In the 1980s, Jim heads off to Windsor College. His plan is to make a new life for himself. That life includes joining a fraternity, dating girls, and repressing any sexual feelings towards men. By all outward accounts, he is succeeding with the college life he wants for himself.
Glenn relocates to Windsor as the kept man of his wealthy older lover. Bored with small town life, Glenn enrolls at Windsor College and meets Jim in a Romantic Literature class.
When Jim asks Glenn for assistance with a class assignment, sparks ignite, and Jim can no longer deny his longing. A few days spent together secluded in a snowy wonderland reading poetry and exploring each other has the men falling in love. But real life is waiting for them and it just may be too hard to sustain their romantic passion each and every day.

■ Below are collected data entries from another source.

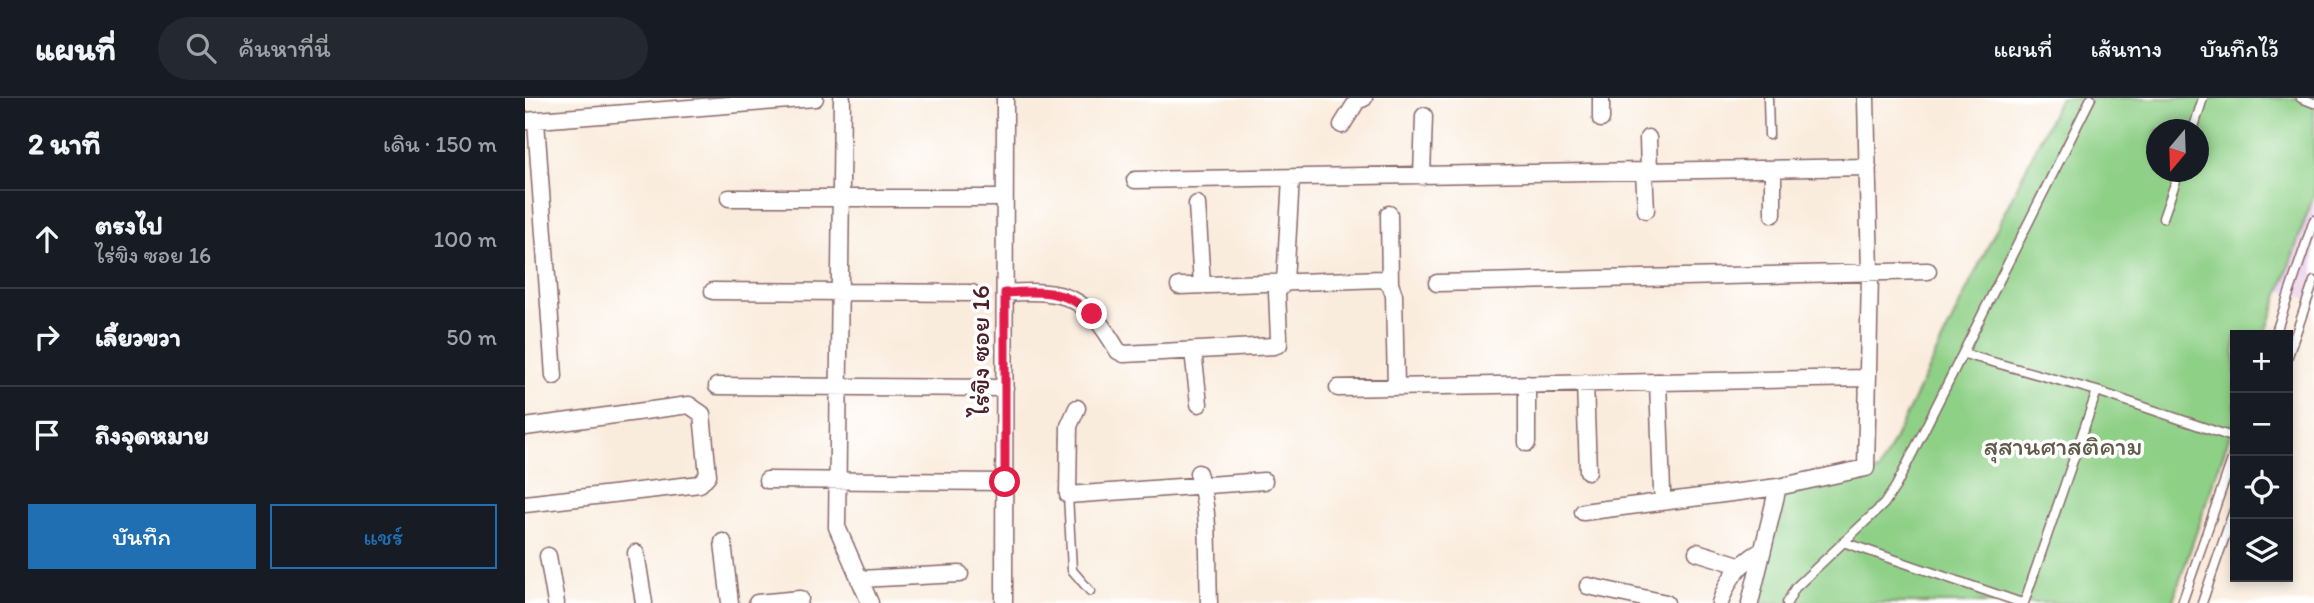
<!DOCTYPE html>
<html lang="th">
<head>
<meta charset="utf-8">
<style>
  :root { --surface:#171b24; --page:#242831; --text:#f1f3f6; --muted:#9ea1a6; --line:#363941; --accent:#1f6fb2 }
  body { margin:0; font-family:Itim,"Playpen Sans Thai",sans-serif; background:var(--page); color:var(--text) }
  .controls { position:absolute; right:21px; bottom:21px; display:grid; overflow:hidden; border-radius:0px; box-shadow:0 4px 10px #0003 }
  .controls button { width:63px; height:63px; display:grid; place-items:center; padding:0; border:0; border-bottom:2px solid var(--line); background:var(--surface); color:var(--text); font:35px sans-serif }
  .compass { position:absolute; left:1621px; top:21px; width:63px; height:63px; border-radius:50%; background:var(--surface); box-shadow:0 4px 10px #0003; rotate:199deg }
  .stop { position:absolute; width:21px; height:21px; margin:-16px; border:5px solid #e11d48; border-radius:50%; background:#fff }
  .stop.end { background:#e11d48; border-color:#fff; box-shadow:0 2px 7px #0008 }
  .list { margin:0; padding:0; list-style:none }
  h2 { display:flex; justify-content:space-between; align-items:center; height:91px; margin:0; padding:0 28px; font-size:30px }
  h2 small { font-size:23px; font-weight:400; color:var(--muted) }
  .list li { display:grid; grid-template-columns:46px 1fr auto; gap:21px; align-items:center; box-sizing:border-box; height:98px; padding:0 28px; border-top:2px solid var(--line) }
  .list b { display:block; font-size:26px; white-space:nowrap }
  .list p { margin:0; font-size:23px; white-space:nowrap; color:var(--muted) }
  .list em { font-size:23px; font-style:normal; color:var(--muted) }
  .actions { display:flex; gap:14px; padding:21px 28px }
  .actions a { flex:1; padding:16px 0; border:2px solid var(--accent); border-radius:0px; text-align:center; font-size:24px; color:var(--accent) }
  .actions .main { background:var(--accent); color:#fff }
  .icon { flex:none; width:38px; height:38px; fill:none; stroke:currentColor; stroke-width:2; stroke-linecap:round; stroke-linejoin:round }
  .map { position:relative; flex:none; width:1789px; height:505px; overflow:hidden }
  header { display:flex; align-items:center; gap:42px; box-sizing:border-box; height:98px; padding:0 35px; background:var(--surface); border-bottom:2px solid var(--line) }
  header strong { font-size:33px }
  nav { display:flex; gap:38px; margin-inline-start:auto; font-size:24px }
  .search { width:490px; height:63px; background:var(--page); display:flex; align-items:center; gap:18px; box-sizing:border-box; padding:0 24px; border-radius:38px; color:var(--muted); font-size:26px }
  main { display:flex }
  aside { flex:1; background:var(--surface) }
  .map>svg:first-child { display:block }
  .built { fill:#ecd1ea }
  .green { fill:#8fd087; stroke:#6c7859; stroke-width:2; fill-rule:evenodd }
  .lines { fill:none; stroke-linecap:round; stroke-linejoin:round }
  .service-casing { stroke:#886769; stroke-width:11 }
  .minor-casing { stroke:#886769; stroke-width:19 }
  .service { stroke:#fff; stroke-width:8 }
  .minor { stroke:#fff; stroke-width:16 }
  .route { stroke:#e11d48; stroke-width:9 }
  .labels { text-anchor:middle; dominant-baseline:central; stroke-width:7; stroke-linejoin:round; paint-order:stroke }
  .street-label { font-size:26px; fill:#4a1f2b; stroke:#fff }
  .park-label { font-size:26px; fill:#625d4b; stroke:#fff }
</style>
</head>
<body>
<header>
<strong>แผนที่</strong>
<div class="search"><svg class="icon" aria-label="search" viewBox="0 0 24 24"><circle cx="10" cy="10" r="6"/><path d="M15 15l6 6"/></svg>ค้นหาที่นี่</div>
<nav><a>แผนที่</a><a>เส้นทาง</a><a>บันทึกไว้</a></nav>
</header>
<main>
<aside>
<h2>2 นาที<small>เดิน · 150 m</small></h2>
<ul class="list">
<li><svg class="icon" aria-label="ahead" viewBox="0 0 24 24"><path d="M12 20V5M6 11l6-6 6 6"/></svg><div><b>ตรงไป</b><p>ไร่ขิง ซอย 16</p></div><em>100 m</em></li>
<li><svg class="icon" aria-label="right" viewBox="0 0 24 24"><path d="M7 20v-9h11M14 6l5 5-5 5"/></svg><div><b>เลี้ยวขวา</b></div><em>50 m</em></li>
<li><svg class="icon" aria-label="arrive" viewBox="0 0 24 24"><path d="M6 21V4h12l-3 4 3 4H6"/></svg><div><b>ถึงจุดหมาย</b></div></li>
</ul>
<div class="actions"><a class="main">บันทึก</a><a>แชร์</a></div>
</aside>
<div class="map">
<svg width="1789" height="505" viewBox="0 0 1789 505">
  <rect width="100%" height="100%" fill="#fff"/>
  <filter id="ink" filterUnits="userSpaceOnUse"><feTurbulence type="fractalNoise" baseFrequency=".0143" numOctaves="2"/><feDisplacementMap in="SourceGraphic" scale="14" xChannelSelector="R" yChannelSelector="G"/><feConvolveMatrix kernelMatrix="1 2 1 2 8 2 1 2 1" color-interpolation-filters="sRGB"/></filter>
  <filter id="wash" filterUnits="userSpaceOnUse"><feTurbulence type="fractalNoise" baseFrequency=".00686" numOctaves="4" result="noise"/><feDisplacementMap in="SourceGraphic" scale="28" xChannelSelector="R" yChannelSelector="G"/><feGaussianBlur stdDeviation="1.57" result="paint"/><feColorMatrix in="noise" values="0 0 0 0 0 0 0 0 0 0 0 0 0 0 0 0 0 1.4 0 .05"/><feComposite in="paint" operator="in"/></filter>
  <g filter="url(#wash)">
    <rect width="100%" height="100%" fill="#faecdd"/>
    <path class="built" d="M1789 96V203L1756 192Z"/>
    <path class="green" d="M1535 0H1789V96L1740 237H1710V322L1647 505H1229L1260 391 1354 373ZM1632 32H1674V74H1632Z"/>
  </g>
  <g filter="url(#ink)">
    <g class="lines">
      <defs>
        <path id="service" d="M1243 0 1244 37
          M1776 0 1789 5
          M1668 32 1678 0
          M1638 120 1654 74
          M1750 237 1789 122
          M1439 256 1572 293 1710 340
          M1763 258 1789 183
          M543 397 547 472 565 493
          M1318 444 1497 505
          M1262 505 1270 490 1359 406 1371 388 1566 0
          M1499 505 1572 293
          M1657 505 1710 353
          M1677 505 1710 409"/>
        <path id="minor" d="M317 0 312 429 345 505
          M1076 21V0
          M0 23 290 0
          M11 23 29 278
          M817 27 832 3 839 0
          M1123 40 1124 73
          M1248 71V116
          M1119 73 1121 112
          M897 78 899 18
          M610 82 1343 69
          M204 100H479
          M672 106 677 187
          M864 116 865 186
          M912 185 1403 173
          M654 188 858 181 865 186 869 197 871 289
          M188 193 447 195
          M480 195C542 191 561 198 593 253L599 256 749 248 754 246V241L752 194 760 184 766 80
          M668 253 674 306
          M1133 284 1137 393
          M1060 285 1063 373
          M1002 286V345
          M192 288 480 290
          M813 290 1343 280
          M552 310 544 328 543 397 739 383
          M0 329 164 307 177 316 183 377 175 386 0 406
          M673 375C686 416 682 463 684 505
          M242 382 480 384
          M1058 414 1253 389
          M198 444 205 505
          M1172 454 1214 467
          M111 455 119 505
          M23 458 31 505
          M334 481 435 476
          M1063 488 1141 505
          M232 505 275 501
          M479 505 480 0
          M1195 505C1204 479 1213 467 1236 453
          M1225 505 1253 389 1341 370 1345 176 1341 0"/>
      </defs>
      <use href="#service" class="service-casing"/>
      <use href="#minor" class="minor-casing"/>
      <use href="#service" class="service"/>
      <use href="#minor" class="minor"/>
    </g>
  </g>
  <g class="lines" filter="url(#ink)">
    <path class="route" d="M480 384V195C515 193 540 191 567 216"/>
  </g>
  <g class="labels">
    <g class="street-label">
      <text transform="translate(455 253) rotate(-90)">ไร่ขิง ซอย 16</text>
    </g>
    <g class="park-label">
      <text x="1538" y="348">สุสานศาสติคาม</text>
    </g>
  </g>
</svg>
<div class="controls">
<button>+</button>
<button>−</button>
<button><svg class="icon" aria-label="locate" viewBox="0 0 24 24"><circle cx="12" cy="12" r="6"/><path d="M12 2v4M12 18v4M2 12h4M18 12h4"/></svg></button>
<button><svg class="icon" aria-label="layers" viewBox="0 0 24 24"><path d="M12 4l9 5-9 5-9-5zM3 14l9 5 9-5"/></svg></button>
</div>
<svg class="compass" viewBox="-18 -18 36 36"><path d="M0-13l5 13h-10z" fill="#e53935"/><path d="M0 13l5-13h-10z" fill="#9ea1a6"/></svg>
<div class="stop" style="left:480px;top:384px"></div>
<div class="stop end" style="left:567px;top:216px"></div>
</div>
</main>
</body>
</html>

During the course of the story, Jim is told that his writing is both haunting and evocative and that would be the description for this short story as well. The story reads in a somewhat narrative manner and, like the poetry the men study, would lend itself to being read aloud. There is economy of space for the length of the story as the words are concise, visual, and thought provoking.
Mostly told from Jim’s POV, we do get caught up quickly on the background of each man. Glenn exposes Jim to so many things, from his love of poetry, to his feelings of being with a man, and the dialogue and overall feel of their initial time together reads like a poem itself. The men fall in love quickly within their own bubble. That kind of romantic love where life changes during a storm and all things seem possible and new like a fresh blanket of snow. The men make drastic life changes in a few days and then have to deal when real life crashes down on them. The writing is captivating and we visually see the weather, the snow, the cigarette smoke, and the mansion, which are all intertwined with Jim’s acceptance of being with a man. It’s all of the small pieces that make up a life in a moving visual of life pictures flashing before your eyes.
If I had not read the published blurb, I would not have known that the story was set in the 1980s. With the exception of the word “hi-fi” and a lot of cigarette smoking, there is not much to indicate the feel of that time. There is one small inconsistency in the story, but it did not detract overall. I would have really liked to be in Glenn’s head a bit more as it would have enhanced the story in many ways. It would have been really interesting to have gotten his take on all that transpires, but, like a mysterious poet, it would tend to demystify the romantic notion. The ending had me wanting just a bit more on Jim as well, because like life itself the ending moves fast.
The story packs a lot into its pages and it hits hard like romantic poetry, where the tragedy embodies the full declaration of love. With the idea that the more tragic the story, ultimately, the more romantic it claims to be, Thunder Snow follows suit. This is a short story that hits the mark on many levels and will stay with you long after the last word.